## EXERCISE INSTRUCTIONS
Lines below that include the word "linejoin" should each be copied.

## DATA FOR THIS EXERCISE
──────────
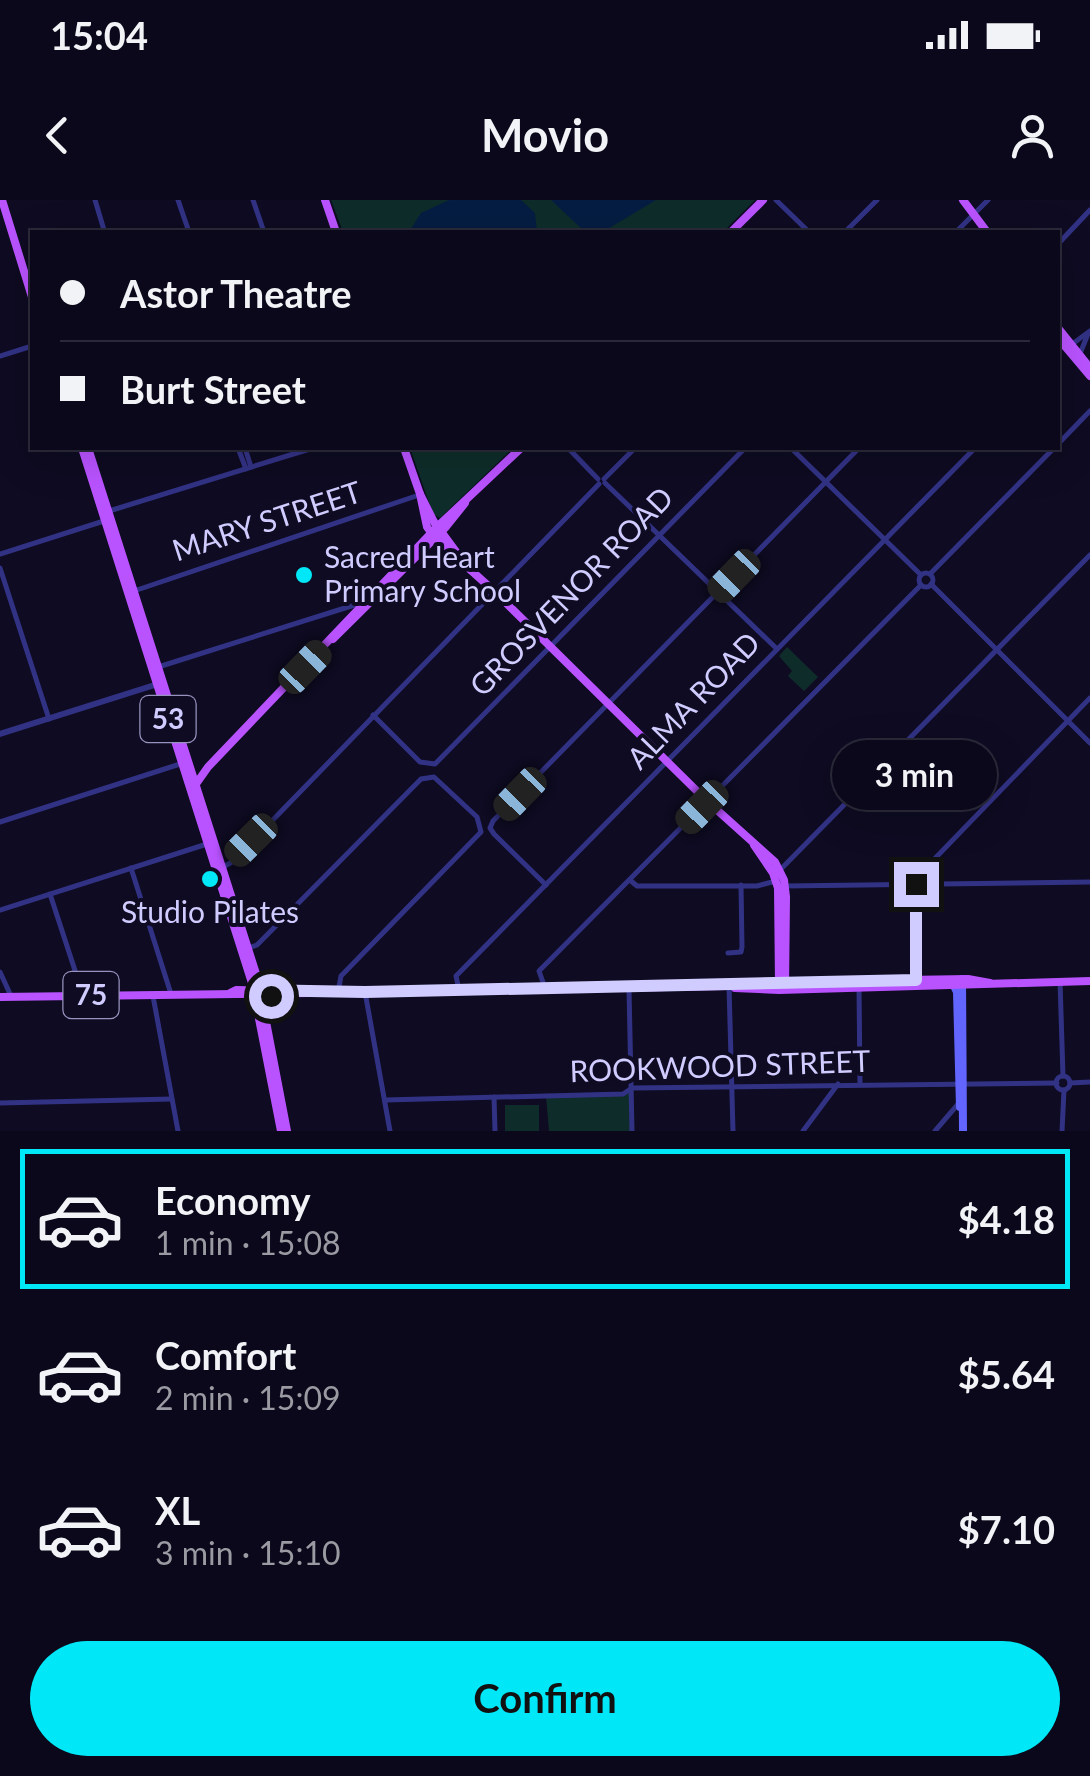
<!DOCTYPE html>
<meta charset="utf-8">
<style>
body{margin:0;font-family:Lato,sans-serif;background:#131123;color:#f1f3f6;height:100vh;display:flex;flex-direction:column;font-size:38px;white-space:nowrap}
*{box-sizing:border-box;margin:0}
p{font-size:32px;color:#999aa2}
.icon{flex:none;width:55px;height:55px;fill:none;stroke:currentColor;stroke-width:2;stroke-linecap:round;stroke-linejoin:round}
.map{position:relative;height:931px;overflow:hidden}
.details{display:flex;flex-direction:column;background:#0a081a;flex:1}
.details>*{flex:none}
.top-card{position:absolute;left:30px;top:30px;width:1030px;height:220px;border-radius:0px;box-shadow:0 10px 40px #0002,0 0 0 2px #2a2939;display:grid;align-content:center;height:220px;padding:0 30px;background:#0a081a}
.end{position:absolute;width:45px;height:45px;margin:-22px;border:12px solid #d0ccff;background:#111;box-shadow:0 0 0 5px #111}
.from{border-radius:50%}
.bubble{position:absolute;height:70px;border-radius:35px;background:#0a081a;box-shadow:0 10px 40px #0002,0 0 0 2px #2a2939;font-size:32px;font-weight:700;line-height:70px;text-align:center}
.car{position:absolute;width:30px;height:60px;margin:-30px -15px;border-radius:12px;box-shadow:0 0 8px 2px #0007;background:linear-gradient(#222 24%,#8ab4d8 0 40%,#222 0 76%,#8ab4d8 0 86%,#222 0)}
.top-card b{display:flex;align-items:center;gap:35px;height:95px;font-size:38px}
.top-card b+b{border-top:2px solid #2a2939}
.top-card i{width:25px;height:25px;background:#f1f3f6}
ul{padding:18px 0 0;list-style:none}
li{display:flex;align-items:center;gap:30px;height:140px;margin:0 20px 15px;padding:0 10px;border:5px solid transparent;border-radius:0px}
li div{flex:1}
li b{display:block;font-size:38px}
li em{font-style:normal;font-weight:700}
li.selected{border-color:#00e7f7}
li>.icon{width:90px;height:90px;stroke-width:1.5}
.cta{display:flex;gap:20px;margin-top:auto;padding:20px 30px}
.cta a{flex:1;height:115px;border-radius:60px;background:#00e7f7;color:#111;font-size:40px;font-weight:700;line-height:115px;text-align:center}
.status{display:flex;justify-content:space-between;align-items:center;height:70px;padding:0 50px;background:#0a081a;direction:ltr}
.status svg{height:28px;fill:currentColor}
header{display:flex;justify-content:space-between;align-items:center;height:130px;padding:0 30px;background:#0a081a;font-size:45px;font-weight:700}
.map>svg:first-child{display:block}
.green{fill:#0e2d2a}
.water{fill:#051d42}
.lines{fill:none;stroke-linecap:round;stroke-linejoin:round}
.minor{stroke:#323285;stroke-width:5}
.tertiary{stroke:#323285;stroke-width:6}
.secondary{stroke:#6365ff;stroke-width:8}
.primary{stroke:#b953ff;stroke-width:8}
.route{stroke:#d0ccff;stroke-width:12}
.poi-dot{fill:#00e7f7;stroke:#0e0b22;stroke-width:4}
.labels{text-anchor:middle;stroke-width:8;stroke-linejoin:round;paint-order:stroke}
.shield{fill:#0e0b22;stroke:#9692bd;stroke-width:2.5}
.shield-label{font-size:28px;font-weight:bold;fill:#d0ccff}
.street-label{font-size:30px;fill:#d0ccff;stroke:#0e0b22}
.poi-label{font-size:30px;fill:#d0ccff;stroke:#0e0b22;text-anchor:start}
</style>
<div class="status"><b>15:04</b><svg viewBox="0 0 49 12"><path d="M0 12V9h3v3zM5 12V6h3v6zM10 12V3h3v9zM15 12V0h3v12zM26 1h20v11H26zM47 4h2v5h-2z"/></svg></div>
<header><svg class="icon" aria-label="back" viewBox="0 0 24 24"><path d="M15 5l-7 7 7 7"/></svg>Movio<svg class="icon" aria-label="person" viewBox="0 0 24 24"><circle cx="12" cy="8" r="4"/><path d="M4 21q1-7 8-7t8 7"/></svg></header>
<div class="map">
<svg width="1090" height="931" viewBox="0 0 1090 931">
<rect width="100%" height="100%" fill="#0e0b22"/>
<g class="green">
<path d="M331 0H755L723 32H343Z"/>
<path d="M410 248H513L440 318 433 314Z"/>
<path d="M787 447 818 477 804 491 788 476 792 471 779 456Z"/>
<path d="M632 892V931H549L546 896Z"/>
<rect x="505" y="905" width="34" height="26"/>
</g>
<g class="water">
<path d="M449 0H521L535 13 537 32H409L421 13Z"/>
<path d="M551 0H656L606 30 595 32 583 30Z"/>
</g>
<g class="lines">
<g class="minor">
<path d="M95 0 104 30"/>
<path d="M178 0 189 32"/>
<path d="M253 0 264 32"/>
<path d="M776 0 809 32"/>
<path d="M845 32 877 0"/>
<path d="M956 32 988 0"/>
<path d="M1058 44 1090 10"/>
<path d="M1071 145 1090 131"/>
<path d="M0 156 32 146"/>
<path d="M1079 156 1088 134"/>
<path d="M1058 163 1059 162"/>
<path d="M1058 244 1090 211"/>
<path d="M238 248 246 269"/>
<path d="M245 248 251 267"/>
<path d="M568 248 598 279"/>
<path d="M791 248 921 375"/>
<path d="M604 279 635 248"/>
<path d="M605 283 777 449"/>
<path d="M106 312 313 248"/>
<path d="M0 354 107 320"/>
<path d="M0 368 49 519"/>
<circle cx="926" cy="380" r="7"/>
<path d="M930 374 1054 248"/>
<path d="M931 384 1090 543"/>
<path d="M131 392 419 295"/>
<path d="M155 468 364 402"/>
<path d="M373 515 420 562 435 564 745 248"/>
<path d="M0 622 183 563"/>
<path d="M223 667 232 662 599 284"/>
<path d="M131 668 171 794"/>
<path d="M780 670 1090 355"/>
<path d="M631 681 637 686H757L776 681"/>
<path d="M546 685 494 634 490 628 493 621 859 248"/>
<path d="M784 686 1090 682"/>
<path d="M50 694 83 795"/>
<path d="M0 710 207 644"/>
<path d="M248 748 257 745 421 579 434 577 477 617 481 632 341 776 338 792"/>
<path d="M728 753 741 752 742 747 741 685"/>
<path d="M0 772 11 796"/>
<path d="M916 780 915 691 918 676 1090 498"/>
<path d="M1060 781 1063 876"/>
<path d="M729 786 733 931"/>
<path d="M859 787 860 884"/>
<path d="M545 788 539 771 921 385"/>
<path d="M629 789 632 931"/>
<path d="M459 790 456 776 975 248"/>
<path d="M365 792 390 931"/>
<path d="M153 796 178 931"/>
<circle cx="1063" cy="883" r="7"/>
<path d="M1070 883 1090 882"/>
<path d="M494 897 495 931"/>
<path d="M385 900 623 894 632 888 1057 883"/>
<path d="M0 903 172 899"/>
<path d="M803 931 838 884"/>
<path d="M935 931 959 903"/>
<path d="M1062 931 1064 890"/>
</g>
<path class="tertiary" d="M0 534 161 483"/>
<g class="secondary">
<path d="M962 779 963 931"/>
<path d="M954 786 957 792 960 907"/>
</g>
<g class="primary">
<path d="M2 0 32 97"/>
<path d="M325 0 336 32"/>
<path d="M963 0 987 32"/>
<path d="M731 32 763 0"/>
<path d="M1058 128 1090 168"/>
<path d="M1058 138 1090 176"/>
<path d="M82 248 252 783 281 931"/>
<path d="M88 248 258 780 287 931"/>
<path d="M404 248 420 294 434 322 465 364"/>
<path d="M420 294 427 327 435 338 494 391 707 601 775 662 784 680 786 697 785 789"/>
<path d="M333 439 445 328 465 303"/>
<path d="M196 584 208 567 437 327 521 248"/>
<path d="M754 645 773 673 778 688 779 784"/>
<path d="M735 788 779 790 1090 781"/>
<path d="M230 793 236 790 338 792 729 786 779 782 968 779 990 783"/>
<path d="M0 797 310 793"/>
</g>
</g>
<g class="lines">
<path class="route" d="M271 796H256L254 790 365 792 916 780V684"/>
</g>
<g class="poi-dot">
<circle cx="304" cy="375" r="10"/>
<circle cx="210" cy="679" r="10"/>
</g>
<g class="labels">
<g class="shield">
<rect x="140.5" y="496" width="55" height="46" rx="8"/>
<rect x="63.5" y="772" width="55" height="46" rx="8"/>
</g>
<g class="shield-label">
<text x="168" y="529">53</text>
<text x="91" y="805">75</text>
</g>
<g class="street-label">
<text transform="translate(267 322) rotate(-18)" y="10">MARY STREET</text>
<text transform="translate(572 392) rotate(-46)" y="10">GROSVENOR ROAD</text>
<text transform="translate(694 501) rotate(-46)" y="10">ALMA ROAD</text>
<text transform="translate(720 867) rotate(-2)" y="10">ROOKWOOD STREET</text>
</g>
<g class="poi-label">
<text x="324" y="368">Sacred Heart<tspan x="324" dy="34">Primary School</tspan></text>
<text x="210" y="723" text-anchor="middle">Studio Pilates</text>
</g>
</g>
</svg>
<i class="end from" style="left:271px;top:796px"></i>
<i class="end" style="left:916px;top:684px"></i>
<div class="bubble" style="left:832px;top:540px;width:165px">3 min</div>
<i class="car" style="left:734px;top:376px;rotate:224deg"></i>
<i class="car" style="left:305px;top:467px;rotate:44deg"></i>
<i class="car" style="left:520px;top:594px;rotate:224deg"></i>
<i class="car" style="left:702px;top:607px;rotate:224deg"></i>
<i class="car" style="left:251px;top:640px;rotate:225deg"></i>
<div class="top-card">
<b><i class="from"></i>Astor Theatre</b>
<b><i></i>Burt Street</b>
</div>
</div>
<section class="details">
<ul>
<li class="selected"><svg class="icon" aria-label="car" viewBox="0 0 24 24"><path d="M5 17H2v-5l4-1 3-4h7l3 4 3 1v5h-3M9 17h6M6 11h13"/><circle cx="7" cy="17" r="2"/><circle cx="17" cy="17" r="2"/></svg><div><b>Economy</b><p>1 min · 15:08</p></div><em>$4.18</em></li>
<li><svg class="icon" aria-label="car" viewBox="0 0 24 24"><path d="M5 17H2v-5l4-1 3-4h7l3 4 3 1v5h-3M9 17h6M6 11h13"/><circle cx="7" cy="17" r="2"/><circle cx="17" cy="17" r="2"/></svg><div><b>Comfort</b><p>2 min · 15:09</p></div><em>$5.64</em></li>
<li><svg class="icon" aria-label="car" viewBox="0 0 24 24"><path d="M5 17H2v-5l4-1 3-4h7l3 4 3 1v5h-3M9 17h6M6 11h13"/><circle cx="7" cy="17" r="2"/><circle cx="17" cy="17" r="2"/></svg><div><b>XL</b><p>3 min · 15:10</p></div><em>$7.10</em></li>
</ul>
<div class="cta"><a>Confirm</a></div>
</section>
──────────
## SOLVED EXERCISE
.icon{flex:none;width:55px;height:55px;fill:none;stroke:currentColor;stroke-width:2;stroke-linecap:round;stroke-linejoin:round}
.lines{fill:none;stroke-linecap:round;stroke-linejoin:round}
.labels{text-anchor:middle;stroke-width:8;stroke-linejoin:round;paint-order:stroke}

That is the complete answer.